What makes it a fallacy is ignoring the cost of all that, and pretending that only the good effects exist. It didn't just wave a magic wand and created money for an industry. It made a bunch of people pay for something they didn't need.
More importantly: money which otherwise would have been used for something else. We don't know what exactly, but it wouldn't be money stuffed under the mattress. (There's a federal reserve, or similar in other countries, which sees to it that money circulates at roughly the desired speed.) Maybe they would have been used to buy something else, and stimulated another industry. Maybe they would have been put in pension funds which in turn get invested in whatever companies are growing fast, essentially giving them more money to grow.

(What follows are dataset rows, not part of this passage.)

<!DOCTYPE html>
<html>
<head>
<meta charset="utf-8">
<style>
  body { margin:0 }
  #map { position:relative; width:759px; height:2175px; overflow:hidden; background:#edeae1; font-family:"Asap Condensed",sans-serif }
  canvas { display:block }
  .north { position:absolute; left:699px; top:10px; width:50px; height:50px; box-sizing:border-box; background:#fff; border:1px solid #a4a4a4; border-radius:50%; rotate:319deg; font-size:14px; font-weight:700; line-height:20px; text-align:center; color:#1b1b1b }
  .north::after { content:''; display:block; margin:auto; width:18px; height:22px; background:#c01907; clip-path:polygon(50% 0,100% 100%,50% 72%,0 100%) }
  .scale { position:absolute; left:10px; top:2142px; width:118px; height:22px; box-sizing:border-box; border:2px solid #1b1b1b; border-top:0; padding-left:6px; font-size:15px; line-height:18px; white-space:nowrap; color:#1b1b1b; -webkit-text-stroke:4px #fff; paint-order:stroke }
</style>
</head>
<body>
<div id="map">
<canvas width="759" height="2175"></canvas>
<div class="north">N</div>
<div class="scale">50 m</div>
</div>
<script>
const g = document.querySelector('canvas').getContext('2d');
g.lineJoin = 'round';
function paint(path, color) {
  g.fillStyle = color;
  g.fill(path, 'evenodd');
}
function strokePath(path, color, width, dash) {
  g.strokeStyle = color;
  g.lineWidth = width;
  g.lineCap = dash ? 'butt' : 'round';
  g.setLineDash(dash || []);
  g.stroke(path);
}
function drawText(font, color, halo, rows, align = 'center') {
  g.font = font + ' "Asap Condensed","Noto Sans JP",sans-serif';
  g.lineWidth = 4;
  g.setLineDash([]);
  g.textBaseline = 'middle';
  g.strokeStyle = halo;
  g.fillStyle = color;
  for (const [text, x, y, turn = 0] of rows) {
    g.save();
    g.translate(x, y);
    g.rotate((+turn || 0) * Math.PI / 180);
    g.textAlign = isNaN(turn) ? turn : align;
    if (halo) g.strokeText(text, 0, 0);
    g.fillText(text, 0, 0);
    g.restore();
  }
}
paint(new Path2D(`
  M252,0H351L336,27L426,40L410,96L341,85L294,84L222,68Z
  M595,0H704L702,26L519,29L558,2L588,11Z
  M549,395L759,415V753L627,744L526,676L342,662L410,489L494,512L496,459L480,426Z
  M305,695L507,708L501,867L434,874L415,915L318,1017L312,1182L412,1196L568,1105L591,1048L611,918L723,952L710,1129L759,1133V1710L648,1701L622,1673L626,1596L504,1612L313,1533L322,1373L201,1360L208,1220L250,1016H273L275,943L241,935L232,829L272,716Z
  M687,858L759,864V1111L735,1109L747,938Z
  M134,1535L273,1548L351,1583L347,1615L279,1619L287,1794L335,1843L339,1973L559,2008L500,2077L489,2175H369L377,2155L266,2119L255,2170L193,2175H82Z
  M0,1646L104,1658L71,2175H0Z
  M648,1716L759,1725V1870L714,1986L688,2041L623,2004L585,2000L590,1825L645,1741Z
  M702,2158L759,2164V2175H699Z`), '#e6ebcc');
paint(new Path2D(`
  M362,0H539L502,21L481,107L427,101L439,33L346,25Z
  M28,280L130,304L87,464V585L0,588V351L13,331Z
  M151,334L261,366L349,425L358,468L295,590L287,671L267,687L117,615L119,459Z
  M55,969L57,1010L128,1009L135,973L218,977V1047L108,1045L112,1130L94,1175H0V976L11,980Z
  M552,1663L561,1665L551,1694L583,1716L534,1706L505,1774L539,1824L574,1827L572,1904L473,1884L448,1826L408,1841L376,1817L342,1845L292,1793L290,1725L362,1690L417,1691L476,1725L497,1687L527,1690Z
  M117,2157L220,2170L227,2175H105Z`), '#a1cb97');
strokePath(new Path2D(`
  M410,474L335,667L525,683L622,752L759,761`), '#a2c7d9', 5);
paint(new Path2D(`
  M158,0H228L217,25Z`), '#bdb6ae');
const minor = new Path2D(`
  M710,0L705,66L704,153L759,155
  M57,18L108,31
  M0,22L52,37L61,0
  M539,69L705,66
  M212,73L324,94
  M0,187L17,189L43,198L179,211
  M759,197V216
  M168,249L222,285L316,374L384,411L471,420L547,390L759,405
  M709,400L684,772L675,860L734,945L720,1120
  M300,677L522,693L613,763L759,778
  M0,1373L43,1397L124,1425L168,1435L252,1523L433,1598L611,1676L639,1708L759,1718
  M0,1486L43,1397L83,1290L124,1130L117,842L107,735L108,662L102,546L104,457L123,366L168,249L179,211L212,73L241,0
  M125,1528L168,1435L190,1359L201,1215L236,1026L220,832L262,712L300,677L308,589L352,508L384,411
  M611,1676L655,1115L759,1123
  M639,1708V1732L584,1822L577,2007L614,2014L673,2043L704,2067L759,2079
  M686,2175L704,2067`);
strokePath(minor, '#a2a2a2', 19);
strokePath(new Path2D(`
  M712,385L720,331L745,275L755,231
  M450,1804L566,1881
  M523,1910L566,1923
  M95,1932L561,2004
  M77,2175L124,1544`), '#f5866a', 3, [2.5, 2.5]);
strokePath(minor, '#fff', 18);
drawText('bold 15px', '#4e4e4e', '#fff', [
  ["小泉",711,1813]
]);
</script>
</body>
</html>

Broken windows or Windows don't _create_ money or markets. They just force a transfer from one to another. Every cent earned by the glaziers for repairing a broken window, isn't a cent magicked out of thin air, but a cent that someone else didn't earn as a result. Every cent earned by MS or the hardware industry because of broken Windows, is a cent some other industry won't see.
So you can't just say that it was good for hardware prices, as if the alternative would have been nothing at all. If we didn't spend our collective money on subsidizing hardware research and bringing hardware prices down, we _would_ have something else instead. Maybe better cars, or maybe HDTV sets would have dropped in price instead, or maybe we'd just have more pizza shops. It's impossible to roll back history and peek down the other trouser leg, so we'll never know exactly what we're missing, or if it's better or worse than cheap hardware. But we would have used those money on _something_ anyway, and _some_ industries would have benefited from it instead.
A polar bear is a cartesian bear after a coordinate transform.